Smart-GRPO: Smartly Sampling Noise for Efficient RL of Flow-Matching Models
Benjamin Yu, Jackie Liu, Justin Cui
TL;DR
This work tackles reinforcement learning for flow-matching models, which are inherently deterministic and thus ill-suited for policy optimization. It introduces Smart-GRPO, a reward-guided noise-search framework that parameterizes the input-noise with a Gaussian distribution $\mathcal{N}(\mu,\Sigma)$ and iteratively refines $\mu$ and $\sigma$ by sampling $K$ noises per iteration, computing a one-step decoded image via $x_0^{(i)} \approx z_i - t\, v_{\theta}(z_i,t)$, evaluating rewards with a pretrained model $f$, and updating the top-$T$ noises in a Cross-Entropy–like fashion for $N$ rounds.

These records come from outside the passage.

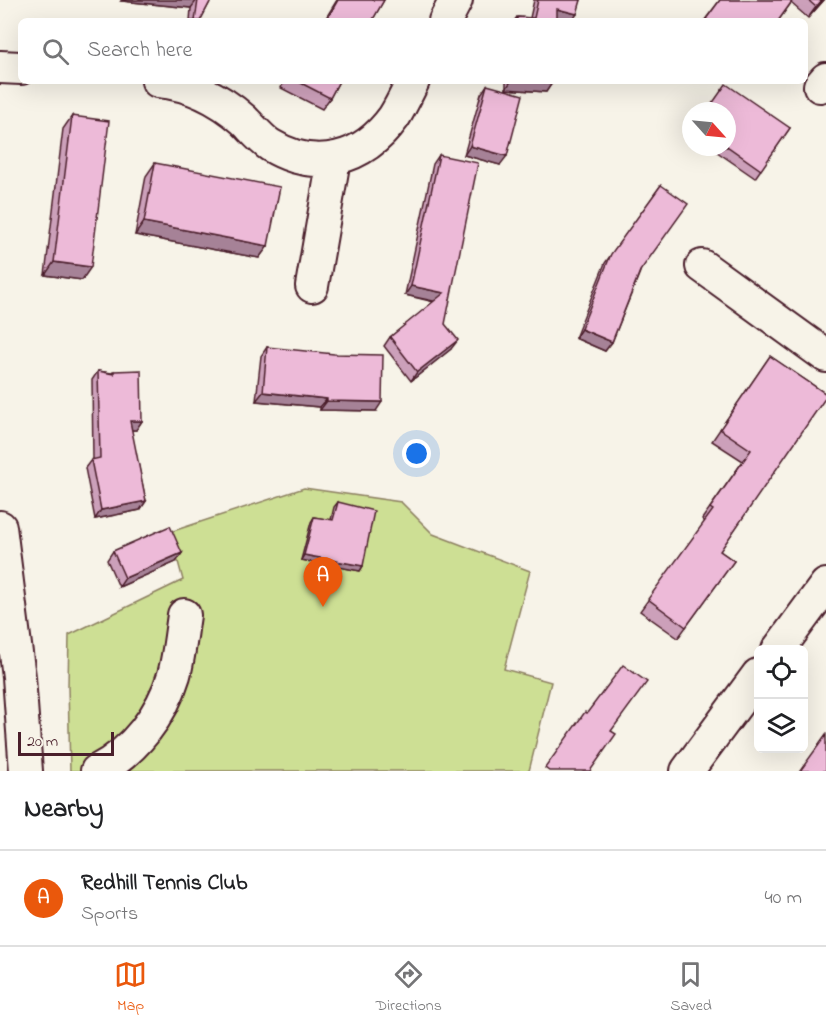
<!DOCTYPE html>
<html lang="en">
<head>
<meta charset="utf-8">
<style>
  :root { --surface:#fff; --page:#f2f2f2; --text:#202124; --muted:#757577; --line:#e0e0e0; --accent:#ea580c }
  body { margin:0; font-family:"Indie Flower",sans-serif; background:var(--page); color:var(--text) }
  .controls { position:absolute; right:18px; bottom:18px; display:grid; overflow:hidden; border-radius:9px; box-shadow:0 6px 24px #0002 }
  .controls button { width:54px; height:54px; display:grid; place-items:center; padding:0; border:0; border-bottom:2px solid var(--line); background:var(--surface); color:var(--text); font:30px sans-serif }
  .compass { position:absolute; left:682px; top:102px; width:54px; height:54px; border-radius:50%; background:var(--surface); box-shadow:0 6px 24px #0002; rotate:117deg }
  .scale { position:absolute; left:18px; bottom:15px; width:96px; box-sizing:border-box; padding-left:6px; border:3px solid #4a1f2b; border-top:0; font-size:16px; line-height:21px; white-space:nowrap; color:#4a1f2b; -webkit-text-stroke:4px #f7f3e8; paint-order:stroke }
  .you { position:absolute; left:417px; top:454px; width:21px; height:21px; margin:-15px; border:4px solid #fff; border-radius:50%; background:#1a73e8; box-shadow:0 0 0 9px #1a73e833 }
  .badge { display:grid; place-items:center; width:39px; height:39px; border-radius:50%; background:var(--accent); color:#fff; font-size:20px; font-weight:700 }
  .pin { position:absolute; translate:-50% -50px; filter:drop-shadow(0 2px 3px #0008) }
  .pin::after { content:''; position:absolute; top:32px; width:21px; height:18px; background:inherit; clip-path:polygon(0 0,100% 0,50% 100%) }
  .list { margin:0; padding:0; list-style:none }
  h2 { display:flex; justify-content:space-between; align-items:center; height:78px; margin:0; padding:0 24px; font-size:26px }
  h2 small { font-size:20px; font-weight:400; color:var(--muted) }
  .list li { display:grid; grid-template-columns:39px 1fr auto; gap:18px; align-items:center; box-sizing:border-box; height:96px; padding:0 24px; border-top:2px solid var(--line) }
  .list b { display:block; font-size:22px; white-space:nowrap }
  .list p { margin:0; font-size:20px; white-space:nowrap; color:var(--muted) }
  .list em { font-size:20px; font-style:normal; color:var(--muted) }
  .icon { flex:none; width:33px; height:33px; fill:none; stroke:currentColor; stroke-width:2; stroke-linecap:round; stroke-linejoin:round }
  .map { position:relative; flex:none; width:826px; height:771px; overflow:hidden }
  .search { position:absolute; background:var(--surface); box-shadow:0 6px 24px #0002; left:18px; right:18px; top:18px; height:66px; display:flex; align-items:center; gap:15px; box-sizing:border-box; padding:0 21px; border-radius:9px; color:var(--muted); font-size:22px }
  .sheet { height:174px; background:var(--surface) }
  nav { display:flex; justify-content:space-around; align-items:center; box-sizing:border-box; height:84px; border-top:2px solid var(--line); background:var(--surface); font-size:16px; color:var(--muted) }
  nav a { display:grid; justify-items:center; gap:3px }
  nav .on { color:var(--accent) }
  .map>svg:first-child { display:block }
</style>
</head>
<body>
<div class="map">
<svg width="826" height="771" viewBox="0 0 826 771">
  <rect width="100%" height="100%" fill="#f7f3e8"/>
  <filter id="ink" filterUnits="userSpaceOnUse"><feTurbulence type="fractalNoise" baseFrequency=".0167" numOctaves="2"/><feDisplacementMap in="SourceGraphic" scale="12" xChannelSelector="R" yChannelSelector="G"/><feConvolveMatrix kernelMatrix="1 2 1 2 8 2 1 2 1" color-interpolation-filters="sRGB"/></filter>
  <g filter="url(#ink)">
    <path fill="#cddf94" stroke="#8c7f60" stroke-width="1.5" d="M304,488L401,502L433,534L530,571L504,669L551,682L529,771H70L68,686L69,635L183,580L170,532Z"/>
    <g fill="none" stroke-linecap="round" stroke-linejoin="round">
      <defs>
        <path id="minor" d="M445,21L456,0
          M0,67L21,68
          M158,81C191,84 219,98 244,120C252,128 261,139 270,145C316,173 363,160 394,117C401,106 407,93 413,81
          M820,86L826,79
          M702,266L826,356
          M312,286L334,159
          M0,527L19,677L26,771
          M778,650L826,585
          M97,771C134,752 162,715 174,675C179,656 181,635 184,615
          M687,771L758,675"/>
      </defs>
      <use href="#minor" stroke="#4a1f2b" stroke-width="36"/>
      <use href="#minor" stroke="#f7f3e8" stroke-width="32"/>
    </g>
    <path fill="#cca0ba" stroke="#4a1f2b" stroke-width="1.5" d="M122,0H211L200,21H190L191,8L121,1Z
      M337,0H384L372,21H324Z
      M534,0H581L572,21H564L557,19V21H514L517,17L530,18Z
      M720,0H824L808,18L791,3L778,21H704Z
      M284,81H339L330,98L322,109L281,88Z
      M506,81H552V83L546,92L506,89Z
      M487,85L500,165L464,155L481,94Z
      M727,111L790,128L755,178L710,147H727Z
      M72,116L82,280L45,275L63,129Z
      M439,155L445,324L451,349L411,381L384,346L390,337L434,302L405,295L433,164Z
      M155,163L268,246L259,258L135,235L146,176Z
      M661,185L640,272L612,342L605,351L575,338L605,263Z
      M267,347L376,411L320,410V407L256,401L261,356Z
      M770,356L826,394L720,551L734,561L678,638L640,611L705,522L702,519L743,461L712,441Z
      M98,371L112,373L114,371L142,421L136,430H131L146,501L140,510L95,519L85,468L91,460L93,459L92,380Z
      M338,502L363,566L360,571L301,560L311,522L314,517L331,520L334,507Z
      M113,551L182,553L176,562L119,587L107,560Z"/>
    <path fill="#a68297" stroke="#4a1f2b" stroke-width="1.5" d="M122,0H197L191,8L121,1Z
      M822,0H824L808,18L816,7Z
      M557,9L577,14L572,21H564L551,18Z
      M511,81H527L552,83L546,92L506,89Z
      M470,146L507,156L500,165L464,155Z
      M144,222L268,246L259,258L135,235Z
      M54,262L91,267L82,280L45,275Z
      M411,286L444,293L438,302L405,295Z
      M581,329L612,342L605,351L575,338Z
      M458,340L451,349L411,381L417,372Z
      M263,392L327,399L320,407L256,401Z
      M327,401L382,402L376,411L320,410Z
      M130,421H142L136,430H123Z
      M146,501L140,510L95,519L101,510Z
      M182,553L176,562L119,587L125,578Z
      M304,555L363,566L360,571L301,560Z"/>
    <path fill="#edbad8" stroke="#4a1f2b" stroke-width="1.5" d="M198,0H211L200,21H195Z
      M338,0H384L372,21H326Z
      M538,0H581L577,14L557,9V21H517V17L534,18Z
      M720,0H793L778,21H709L706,19Z
      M808,0H822L816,7Z
      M297,81H339L330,98Z
      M527,81H552V83Z
      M726,84L790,128L761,170L727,146V111H707Z
      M487,85L523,95L507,156L470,146Z
      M72,116L109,121L91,267L54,262Z
      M439,155L478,163L445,324L458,340L417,372L390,337L444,293L411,286Z
      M155,163L280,187L268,246L144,222Z
      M661,185L688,204L640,271L612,342L581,329L611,254Z
      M267,347L334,354L383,355L382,402L327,401V399L263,392Z
      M770,356L826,394V397L720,551L734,561L686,627L648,599L713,510L710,508L751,450L720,429Z
      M141,370L142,421H130L146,501L101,510L91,460L100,458L98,371L114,374V371Z
      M338,502L374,511L363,566L304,555L314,517L333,520Z
      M170,526L182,553L125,578L113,551Z
      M623,665L647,682L611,731L616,734L590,771H549L545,768L585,712L587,713Z
      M826,735V771H800Z"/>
  </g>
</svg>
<div class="controls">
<button><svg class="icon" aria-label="locate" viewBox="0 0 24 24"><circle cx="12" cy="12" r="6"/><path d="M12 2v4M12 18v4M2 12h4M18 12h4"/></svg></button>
<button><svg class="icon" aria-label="layers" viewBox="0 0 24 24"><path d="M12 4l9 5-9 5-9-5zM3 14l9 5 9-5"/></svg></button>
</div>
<svg class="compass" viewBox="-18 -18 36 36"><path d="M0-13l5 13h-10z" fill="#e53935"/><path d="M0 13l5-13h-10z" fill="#757577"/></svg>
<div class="scale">20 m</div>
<div class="you"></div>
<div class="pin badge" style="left:323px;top:607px">A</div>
<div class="search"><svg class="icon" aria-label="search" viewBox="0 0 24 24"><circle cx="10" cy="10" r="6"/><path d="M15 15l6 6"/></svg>Search here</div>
</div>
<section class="sheet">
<h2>Nearby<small></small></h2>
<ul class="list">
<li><span class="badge">A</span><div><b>Redhill Tennis Club</b><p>Sports</p></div><em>40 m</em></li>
</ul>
</section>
<nav>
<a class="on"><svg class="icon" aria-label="map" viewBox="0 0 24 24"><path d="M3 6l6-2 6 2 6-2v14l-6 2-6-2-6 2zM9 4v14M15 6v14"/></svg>Map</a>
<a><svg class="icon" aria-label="directions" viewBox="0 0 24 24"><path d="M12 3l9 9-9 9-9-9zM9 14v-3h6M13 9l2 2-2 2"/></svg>Directions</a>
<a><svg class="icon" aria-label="saved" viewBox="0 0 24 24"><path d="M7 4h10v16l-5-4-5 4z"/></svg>Saved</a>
</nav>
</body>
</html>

Empirical results show that Smart-GRPO improves both reward metrics (e.g., ImageReward) and visual quality over Flow-GRPO and baseline diffusion models, with faster convergence and greater stability, while requiring no architectural changes. The method demonstrates a practical, noise-aware pathway to RL in flow-based generative pipelines and suggests broader applicability to noise optimization in reinforcement learning for generative models. Future work includes designing more robust reward signals, exploring alternative noise-update strategies, and scaling to larger models and benchmarks.
Abstract
Recent advancements in flow-matching have enabled high-quality text-to-image generation. However, the deterministic nature of flow-matching models makes them poorly suited for reinforcement learning, a key tool for improving image quality and human alignment. Prior work has introduced stochasticity by perturbing latents with random noise, but such perturbations are inefficient and unstable. We propose Smart-GRPO, the first method to optimize noise perturbations for reinforcement learning in flow-matching models. Smart-GRPO employs an iterative search strategy that decodes candidate perturbations, evaluates them with a reward function, and refines the noise distribution toward higher-reward regions. Experiments demonstrate that Smart-GRPO improves both reward optimization and visual quality compared to baseline methods. Our results suggest a practical path toward reinforcement learning in flow-matching frameworks, bridging the gap between efficient training and human-aligned generation.